DATA SUPPLIED: Begin

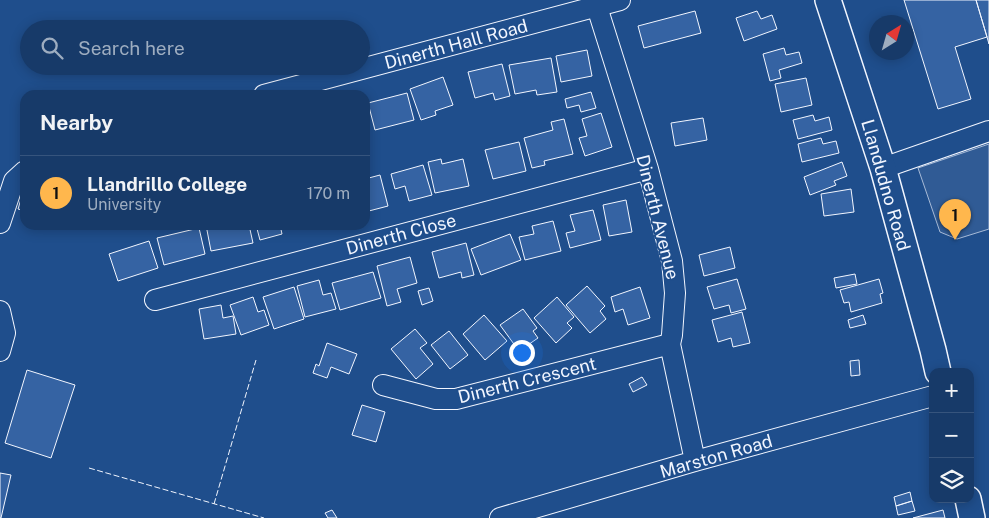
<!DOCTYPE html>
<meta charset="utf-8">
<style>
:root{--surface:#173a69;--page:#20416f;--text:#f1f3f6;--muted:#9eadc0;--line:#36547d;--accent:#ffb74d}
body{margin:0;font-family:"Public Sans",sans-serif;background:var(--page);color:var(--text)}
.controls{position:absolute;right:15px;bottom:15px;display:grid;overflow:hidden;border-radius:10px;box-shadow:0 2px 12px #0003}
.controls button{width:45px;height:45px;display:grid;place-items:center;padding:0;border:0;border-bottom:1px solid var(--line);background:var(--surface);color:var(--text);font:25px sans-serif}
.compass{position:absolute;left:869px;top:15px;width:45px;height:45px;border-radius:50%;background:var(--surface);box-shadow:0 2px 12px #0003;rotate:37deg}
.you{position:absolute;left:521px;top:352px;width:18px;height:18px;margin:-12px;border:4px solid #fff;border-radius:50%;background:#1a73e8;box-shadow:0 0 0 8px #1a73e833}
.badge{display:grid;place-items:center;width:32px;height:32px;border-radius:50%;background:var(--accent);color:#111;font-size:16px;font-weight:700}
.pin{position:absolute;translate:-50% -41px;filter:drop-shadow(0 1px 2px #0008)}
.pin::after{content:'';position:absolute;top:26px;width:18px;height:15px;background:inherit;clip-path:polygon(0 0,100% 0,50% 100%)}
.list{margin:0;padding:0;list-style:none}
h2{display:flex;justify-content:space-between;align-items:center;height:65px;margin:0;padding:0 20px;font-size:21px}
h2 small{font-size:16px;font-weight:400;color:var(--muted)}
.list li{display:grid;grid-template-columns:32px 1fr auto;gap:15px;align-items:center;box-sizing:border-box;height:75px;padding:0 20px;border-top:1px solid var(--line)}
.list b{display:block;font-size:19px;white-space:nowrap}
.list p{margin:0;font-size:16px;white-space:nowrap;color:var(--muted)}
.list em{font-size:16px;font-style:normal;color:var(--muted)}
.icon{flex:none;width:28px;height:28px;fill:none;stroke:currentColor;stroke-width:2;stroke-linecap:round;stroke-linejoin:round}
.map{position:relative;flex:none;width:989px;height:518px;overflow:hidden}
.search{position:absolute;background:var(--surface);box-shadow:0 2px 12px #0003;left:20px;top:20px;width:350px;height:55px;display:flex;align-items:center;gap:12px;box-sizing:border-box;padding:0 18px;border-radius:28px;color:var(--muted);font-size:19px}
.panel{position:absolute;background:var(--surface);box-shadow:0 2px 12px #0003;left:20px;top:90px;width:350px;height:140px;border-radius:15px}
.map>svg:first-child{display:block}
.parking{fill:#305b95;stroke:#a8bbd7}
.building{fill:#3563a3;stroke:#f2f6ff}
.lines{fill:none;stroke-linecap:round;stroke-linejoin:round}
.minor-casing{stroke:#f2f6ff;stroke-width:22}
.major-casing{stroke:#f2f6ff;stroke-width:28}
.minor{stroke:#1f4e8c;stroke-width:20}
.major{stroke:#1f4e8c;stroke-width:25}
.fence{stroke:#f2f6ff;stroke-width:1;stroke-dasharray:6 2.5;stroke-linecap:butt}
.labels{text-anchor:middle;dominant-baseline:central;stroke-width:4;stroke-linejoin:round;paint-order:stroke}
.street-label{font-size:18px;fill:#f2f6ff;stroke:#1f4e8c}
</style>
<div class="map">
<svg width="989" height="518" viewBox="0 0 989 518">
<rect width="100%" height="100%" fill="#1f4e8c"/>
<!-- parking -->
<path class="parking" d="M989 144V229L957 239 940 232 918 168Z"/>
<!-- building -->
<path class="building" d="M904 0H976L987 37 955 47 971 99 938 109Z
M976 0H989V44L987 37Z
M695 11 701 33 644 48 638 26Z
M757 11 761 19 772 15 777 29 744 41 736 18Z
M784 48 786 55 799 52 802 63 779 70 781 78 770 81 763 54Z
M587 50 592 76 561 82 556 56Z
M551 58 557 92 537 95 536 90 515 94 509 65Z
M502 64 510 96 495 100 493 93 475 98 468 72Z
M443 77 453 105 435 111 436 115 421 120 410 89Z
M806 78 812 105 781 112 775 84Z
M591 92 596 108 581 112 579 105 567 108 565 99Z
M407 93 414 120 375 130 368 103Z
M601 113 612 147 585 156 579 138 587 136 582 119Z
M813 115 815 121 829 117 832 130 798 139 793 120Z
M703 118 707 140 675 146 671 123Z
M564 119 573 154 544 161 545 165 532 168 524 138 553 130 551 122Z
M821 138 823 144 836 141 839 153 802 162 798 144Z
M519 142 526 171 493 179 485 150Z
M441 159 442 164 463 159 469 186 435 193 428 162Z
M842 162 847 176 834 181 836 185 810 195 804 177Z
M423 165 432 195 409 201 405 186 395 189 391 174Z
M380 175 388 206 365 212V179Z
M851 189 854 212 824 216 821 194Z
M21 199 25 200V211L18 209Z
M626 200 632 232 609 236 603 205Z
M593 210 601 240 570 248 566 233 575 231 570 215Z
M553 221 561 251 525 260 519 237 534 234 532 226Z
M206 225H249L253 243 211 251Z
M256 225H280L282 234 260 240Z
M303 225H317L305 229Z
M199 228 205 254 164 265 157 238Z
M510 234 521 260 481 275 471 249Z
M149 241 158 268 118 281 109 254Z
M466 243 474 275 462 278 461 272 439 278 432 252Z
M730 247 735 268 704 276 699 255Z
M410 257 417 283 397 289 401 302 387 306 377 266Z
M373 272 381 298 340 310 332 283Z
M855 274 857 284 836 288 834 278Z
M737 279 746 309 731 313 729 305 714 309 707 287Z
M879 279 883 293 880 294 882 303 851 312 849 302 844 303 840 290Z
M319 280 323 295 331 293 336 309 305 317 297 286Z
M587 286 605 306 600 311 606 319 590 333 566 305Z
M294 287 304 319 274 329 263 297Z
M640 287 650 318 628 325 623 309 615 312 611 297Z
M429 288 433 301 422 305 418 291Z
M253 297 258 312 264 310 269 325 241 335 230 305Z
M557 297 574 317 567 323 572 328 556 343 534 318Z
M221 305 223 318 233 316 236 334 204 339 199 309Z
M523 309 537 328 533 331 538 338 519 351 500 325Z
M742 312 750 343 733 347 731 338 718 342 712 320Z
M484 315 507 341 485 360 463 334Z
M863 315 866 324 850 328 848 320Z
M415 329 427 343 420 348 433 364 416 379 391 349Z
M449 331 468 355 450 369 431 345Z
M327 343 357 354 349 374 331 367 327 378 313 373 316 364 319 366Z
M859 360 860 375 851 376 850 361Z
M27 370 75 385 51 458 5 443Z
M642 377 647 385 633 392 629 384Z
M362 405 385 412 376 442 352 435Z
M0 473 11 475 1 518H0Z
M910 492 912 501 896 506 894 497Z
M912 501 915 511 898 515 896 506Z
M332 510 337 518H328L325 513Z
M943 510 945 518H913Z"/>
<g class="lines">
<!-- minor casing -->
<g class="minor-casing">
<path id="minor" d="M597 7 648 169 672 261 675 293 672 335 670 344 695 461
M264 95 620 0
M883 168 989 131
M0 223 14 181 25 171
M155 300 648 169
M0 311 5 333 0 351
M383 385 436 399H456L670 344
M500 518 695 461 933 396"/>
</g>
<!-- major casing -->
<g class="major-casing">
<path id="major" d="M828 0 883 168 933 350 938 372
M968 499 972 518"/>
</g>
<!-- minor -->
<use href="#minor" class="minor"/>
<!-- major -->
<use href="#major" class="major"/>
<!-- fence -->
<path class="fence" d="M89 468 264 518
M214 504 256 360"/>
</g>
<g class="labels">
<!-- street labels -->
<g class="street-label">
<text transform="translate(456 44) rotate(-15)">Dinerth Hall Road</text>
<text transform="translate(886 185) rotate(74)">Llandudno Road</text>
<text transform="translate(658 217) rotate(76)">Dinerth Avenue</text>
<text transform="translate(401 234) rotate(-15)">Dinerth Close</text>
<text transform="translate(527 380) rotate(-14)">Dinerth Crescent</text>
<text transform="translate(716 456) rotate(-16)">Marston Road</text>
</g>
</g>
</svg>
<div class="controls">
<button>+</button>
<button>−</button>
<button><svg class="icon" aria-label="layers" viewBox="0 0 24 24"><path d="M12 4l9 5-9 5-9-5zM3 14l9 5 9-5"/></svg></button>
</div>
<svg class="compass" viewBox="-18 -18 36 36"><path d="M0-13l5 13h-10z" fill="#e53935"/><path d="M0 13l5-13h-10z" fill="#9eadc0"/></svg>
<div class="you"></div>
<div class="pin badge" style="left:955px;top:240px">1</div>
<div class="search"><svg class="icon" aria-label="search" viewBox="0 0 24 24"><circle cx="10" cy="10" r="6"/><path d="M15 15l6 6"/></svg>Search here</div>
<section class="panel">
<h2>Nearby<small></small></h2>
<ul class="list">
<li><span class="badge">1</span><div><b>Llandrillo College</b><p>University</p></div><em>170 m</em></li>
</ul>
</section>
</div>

DATA SUPPLIED: End

• [TASK INSTRUCTIONS] Out of the data above, set down the lines from the one with "350 938 372" to the one with "<!-- street labels -->", both included, exactly as written and with no additions.

• [THE ANSWER]
<path id="major" d="M828 0 883 168 933 350 938 372
M968 499 972 518"/>
</g>
<!-- minor -->
<use href="#minor" class="minor"/>
<!-- major -->
<use href="#major" class="major"/>
<!-- fence -->
<path class="fence" d="M89 468 264 518
M214 504 256 360"/>
</g>
<g class="labels">
<!-- street labels -->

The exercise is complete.